Exercise requirements:
Print the lines of the data, starting with the first, up to and including the line where "filter:drop-shadow(0 0 2px" appears.
# # #
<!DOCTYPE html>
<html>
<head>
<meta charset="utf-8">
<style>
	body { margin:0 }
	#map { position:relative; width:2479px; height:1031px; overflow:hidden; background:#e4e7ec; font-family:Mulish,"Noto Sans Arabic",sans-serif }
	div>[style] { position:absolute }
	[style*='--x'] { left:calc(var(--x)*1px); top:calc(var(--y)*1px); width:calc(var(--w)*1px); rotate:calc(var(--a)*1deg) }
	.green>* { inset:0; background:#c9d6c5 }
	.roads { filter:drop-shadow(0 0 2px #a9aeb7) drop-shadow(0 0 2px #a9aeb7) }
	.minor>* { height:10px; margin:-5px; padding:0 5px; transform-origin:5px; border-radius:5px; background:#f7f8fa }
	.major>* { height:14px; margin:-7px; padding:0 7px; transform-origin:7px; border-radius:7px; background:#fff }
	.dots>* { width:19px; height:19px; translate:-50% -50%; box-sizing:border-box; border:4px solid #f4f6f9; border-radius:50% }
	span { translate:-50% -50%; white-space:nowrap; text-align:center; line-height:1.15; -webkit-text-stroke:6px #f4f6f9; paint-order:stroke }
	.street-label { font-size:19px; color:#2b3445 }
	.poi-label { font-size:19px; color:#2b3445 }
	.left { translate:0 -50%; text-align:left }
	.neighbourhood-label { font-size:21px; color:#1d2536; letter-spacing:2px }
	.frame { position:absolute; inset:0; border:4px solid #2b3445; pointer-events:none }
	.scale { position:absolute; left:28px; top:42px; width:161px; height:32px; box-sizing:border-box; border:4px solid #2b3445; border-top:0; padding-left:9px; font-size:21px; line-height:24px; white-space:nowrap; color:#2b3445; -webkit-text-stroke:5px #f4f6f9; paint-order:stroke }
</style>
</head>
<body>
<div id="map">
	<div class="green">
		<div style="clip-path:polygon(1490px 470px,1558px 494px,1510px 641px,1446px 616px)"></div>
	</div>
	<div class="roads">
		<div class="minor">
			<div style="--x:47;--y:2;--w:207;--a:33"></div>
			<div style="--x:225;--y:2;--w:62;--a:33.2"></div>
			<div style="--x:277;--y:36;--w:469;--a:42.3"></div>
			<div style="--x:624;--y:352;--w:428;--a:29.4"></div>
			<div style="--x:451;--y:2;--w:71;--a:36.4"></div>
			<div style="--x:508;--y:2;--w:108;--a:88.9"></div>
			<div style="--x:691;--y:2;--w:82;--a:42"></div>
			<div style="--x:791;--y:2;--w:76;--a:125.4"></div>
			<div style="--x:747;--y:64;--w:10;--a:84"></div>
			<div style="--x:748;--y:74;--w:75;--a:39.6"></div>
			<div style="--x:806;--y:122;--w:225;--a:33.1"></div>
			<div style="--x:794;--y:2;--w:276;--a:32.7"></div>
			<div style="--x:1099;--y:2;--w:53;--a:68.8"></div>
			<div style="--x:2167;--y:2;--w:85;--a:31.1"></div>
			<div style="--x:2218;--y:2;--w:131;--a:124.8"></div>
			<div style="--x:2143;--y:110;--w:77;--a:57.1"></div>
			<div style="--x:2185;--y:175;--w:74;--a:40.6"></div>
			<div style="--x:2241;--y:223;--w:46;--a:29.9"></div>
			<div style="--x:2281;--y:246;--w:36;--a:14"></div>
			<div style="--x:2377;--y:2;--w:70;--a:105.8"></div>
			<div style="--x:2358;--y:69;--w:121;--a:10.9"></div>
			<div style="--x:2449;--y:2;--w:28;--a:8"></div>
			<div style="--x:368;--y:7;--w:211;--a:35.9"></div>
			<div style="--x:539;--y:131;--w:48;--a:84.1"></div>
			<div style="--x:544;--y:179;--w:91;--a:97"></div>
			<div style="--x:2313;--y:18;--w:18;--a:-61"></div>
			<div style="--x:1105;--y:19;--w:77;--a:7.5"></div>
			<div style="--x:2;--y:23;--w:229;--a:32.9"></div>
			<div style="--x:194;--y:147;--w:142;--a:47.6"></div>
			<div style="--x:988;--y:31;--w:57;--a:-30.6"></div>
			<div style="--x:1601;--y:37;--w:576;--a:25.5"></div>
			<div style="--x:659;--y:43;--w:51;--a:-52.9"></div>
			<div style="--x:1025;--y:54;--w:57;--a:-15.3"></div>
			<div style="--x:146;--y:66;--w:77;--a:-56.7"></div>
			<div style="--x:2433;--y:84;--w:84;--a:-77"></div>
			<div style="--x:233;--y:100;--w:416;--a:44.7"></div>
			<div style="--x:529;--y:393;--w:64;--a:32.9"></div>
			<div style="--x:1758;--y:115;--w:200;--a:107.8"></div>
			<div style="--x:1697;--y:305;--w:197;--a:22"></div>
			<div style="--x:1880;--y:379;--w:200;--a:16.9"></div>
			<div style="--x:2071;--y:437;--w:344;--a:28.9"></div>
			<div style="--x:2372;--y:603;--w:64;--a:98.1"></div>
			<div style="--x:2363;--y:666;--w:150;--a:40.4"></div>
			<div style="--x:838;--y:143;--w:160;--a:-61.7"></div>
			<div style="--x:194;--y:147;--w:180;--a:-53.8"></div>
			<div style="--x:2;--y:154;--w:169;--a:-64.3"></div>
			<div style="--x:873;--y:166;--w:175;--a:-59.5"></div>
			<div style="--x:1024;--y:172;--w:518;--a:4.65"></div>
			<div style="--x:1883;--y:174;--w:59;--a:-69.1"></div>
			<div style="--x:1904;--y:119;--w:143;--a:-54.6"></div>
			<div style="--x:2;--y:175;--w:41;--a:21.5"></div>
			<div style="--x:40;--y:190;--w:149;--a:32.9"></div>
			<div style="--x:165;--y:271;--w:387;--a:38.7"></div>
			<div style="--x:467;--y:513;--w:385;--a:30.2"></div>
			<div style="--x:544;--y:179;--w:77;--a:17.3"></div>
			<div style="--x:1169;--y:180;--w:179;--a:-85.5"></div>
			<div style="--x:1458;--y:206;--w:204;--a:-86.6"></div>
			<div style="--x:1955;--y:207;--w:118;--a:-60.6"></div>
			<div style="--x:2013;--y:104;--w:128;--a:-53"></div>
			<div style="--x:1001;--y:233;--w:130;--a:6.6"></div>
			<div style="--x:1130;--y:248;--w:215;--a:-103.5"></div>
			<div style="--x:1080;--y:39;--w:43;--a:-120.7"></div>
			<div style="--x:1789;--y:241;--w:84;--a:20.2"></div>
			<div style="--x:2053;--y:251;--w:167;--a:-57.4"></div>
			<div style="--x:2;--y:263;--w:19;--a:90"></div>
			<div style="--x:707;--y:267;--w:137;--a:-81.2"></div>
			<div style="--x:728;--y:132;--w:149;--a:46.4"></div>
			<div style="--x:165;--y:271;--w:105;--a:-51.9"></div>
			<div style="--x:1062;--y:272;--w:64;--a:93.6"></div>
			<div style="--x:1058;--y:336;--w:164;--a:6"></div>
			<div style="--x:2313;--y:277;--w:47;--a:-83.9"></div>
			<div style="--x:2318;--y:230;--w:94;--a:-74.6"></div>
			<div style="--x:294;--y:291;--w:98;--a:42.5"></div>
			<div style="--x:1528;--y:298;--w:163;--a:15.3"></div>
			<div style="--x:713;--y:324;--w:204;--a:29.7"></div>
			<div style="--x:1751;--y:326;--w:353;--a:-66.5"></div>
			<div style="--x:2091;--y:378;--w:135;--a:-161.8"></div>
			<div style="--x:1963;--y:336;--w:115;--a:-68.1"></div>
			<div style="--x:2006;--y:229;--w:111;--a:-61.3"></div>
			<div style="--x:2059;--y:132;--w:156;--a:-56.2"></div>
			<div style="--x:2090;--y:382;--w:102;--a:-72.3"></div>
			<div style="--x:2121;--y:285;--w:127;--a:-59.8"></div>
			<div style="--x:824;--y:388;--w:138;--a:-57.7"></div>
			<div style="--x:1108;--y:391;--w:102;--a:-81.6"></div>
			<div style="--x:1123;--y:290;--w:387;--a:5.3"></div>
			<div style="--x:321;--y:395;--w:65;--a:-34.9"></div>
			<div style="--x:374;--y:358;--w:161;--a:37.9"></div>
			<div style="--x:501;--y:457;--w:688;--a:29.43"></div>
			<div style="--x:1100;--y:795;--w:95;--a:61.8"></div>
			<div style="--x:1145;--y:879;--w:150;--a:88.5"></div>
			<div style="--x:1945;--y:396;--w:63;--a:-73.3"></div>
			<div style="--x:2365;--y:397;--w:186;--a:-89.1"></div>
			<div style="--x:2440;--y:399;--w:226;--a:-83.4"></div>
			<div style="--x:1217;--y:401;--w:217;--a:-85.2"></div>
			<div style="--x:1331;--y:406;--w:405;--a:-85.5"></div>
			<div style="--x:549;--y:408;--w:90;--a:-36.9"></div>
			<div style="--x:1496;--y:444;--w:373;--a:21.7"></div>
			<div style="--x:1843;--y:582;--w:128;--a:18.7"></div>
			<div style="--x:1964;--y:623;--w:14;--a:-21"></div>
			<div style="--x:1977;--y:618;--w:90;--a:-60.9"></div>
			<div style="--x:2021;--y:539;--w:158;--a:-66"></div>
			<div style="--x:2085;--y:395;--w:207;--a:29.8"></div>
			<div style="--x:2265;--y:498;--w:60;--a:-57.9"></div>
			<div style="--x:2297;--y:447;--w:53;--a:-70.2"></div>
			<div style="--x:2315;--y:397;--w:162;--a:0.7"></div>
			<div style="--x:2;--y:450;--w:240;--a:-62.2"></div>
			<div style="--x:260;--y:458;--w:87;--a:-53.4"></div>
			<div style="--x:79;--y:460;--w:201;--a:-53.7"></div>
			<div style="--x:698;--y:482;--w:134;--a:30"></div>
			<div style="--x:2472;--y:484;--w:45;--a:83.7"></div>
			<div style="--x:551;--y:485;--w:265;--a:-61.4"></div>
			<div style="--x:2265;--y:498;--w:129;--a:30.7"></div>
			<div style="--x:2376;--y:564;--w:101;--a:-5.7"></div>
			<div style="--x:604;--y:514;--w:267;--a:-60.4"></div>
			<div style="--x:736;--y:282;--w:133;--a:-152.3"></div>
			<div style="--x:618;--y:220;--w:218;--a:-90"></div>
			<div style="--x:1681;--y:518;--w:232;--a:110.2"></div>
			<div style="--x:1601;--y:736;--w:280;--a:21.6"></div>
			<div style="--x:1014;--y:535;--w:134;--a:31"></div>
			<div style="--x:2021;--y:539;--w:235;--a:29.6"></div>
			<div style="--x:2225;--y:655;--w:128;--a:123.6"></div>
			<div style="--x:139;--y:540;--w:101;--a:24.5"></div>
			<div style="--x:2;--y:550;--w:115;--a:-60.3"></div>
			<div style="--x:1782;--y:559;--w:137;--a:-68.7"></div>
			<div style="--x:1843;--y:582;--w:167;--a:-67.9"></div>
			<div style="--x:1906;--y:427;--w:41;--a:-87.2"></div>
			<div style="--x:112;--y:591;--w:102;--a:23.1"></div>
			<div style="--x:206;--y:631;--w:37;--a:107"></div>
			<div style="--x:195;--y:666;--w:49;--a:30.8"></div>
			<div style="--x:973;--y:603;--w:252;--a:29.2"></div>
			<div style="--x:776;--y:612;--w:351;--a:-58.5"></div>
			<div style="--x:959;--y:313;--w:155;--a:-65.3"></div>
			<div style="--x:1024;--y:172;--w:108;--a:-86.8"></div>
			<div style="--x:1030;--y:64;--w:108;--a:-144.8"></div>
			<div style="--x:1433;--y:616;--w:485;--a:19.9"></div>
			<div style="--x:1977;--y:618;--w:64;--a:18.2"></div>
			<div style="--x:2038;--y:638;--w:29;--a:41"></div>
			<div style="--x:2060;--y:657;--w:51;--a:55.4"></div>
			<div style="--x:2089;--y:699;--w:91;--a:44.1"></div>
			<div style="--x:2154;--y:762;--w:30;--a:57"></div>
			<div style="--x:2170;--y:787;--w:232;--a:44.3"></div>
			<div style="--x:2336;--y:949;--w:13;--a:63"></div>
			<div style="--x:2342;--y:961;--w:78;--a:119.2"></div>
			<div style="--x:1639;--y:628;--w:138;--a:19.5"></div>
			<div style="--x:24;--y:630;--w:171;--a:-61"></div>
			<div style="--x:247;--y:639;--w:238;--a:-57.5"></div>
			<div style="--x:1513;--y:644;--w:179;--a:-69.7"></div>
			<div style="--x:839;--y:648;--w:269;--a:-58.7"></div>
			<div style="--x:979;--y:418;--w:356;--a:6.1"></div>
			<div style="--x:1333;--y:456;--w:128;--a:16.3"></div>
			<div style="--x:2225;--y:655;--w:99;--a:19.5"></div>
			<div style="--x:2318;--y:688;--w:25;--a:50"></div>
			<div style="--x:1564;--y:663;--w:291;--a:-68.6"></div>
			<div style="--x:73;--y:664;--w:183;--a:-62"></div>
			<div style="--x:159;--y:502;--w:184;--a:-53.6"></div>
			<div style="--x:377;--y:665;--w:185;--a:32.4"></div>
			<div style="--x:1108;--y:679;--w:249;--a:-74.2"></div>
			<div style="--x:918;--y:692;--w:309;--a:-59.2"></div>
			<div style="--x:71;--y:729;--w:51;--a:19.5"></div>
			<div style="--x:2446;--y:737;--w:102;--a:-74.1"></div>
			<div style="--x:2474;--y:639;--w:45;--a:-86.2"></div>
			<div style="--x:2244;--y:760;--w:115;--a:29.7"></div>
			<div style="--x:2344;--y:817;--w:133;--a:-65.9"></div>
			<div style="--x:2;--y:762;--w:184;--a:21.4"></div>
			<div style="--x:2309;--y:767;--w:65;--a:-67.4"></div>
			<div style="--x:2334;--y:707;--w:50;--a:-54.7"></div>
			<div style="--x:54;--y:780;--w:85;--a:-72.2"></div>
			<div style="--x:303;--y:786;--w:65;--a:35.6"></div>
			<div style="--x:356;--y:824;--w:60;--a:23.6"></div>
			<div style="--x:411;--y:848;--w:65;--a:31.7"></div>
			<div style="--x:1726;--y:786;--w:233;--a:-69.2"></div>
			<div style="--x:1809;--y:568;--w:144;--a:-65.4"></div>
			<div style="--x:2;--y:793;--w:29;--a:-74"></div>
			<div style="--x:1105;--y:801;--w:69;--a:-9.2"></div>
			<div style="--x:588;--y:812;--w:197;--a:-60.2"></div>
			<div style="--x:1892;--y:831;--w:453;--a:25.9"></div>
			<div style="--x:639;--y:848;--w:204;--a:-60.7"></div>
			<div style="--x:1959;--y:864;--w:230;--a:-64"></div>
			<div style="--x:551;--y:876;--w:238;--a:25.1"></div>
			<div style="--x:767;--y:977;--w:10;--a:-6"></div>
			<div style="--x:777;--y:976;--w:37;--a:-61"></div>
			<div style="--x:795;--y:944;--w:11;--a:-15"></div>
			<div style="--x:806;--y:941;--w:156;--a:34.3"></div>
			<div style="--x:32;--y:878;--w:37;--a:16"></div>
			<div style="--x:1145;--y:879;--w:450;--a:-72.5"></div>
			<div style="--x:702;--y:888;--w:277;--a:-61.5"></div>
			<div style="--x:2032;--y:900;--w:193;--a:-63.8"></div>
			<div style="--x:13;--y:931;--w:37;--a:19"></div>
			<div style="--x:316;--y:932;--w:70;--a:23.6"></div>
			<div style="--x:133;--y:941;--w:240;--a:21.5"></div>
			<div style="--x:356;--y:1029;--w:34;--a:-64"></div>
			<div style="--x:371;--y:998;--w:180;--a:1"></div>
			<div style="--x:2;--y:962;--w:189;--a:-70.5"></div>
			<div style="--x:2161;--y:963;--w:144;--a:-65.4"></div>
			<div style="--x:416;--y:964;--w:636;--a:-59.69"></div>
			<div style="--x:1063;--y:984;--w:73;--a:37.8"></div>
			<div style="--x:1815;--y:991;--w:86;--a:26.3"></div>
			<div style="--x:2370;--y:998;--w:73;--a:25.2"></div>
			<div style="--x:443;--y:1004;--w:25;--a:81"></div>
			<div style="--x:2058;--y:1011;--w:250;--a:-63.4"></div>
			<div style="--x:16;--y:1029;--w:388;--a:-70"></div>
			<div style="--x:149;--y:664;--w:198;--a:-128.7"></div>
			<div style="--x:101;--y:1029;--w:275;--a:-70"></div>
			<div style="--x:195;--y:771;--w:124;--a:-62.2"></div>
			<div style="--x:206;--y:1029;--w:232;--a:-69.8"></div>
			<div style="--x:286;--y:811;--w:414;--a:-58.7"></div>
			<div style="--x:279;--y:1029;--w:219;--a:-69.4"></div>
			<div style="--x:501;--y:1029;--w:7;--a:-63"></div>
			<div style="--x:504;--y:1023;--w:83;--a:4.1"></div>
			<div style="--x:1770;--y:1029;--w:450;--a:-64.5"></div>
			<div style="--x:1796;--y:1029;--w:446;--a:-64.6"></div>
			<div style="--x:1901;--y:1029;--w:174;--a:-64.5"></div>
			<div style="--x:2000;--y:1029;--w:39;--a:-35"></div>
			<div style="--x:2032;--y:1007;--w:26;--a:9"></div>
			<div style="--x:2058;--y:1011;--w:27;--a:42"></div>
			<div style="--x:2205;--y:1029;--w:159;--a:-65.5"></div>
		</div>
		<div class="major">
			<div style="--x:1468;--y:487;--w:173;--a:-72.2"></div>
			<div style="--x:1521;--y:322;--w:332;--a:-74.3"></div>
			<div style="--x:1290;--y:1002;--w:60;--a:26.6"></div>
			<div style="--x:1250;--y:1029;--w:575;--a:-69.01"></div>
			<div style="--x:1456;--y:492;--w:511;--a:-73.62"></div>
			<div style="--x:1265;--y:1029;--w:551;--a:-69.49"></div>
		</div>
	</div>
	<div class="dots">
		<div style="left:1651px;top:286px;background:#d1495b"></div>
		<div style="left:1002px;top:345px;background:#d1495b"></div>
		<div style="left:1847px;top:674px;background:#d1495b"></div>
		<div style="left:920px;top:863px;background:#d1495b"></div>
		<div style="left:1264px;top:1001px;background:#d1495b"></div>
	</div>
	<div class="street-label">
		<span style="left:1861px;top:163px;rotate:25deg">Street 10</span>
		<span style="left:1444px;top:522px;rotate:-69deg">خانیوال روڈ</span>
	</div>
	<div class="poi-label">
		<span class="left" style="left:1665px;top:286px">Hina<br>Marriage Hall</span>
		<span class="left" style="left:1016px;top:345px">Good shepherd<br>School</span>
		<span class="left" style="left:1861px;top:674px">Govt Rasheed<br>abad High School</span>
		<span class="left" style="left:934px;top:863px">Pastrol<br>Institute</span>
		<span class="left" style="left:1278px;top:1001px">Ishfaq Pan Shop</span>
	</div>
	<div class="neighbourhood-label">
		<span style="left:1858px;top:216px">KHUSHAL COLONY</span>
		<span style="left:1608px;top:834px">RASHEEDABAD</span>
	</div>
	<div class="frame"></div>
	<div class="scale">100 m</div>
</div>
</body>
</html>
# # #
Expected answer:
<!DOCTYPE html>
<html>
<head>
<meta charset="utf-8">
<style>
	body { margin:0 }
	#map { position:relative; width:2479px; height:1031px; overflow:hidden; background:#e4e7ec; font-family:Mulish,"Noto Sans Arabic",sans-serif }
	div>[style] { position:absolute }
	[style*='--x'] { left:calc(var(--x)*1px); top:calc(var(--y)*1px); width:calc(var(--w)*1px); rotate:calc(var(--a)*1deg) }
	.green>* { inset:0; background:#c9d6c5 }
	.roads { filter:drop-shadow(0 0 2px #a9aeb7) drop-shadow(0 0 2px #a9aeb7) }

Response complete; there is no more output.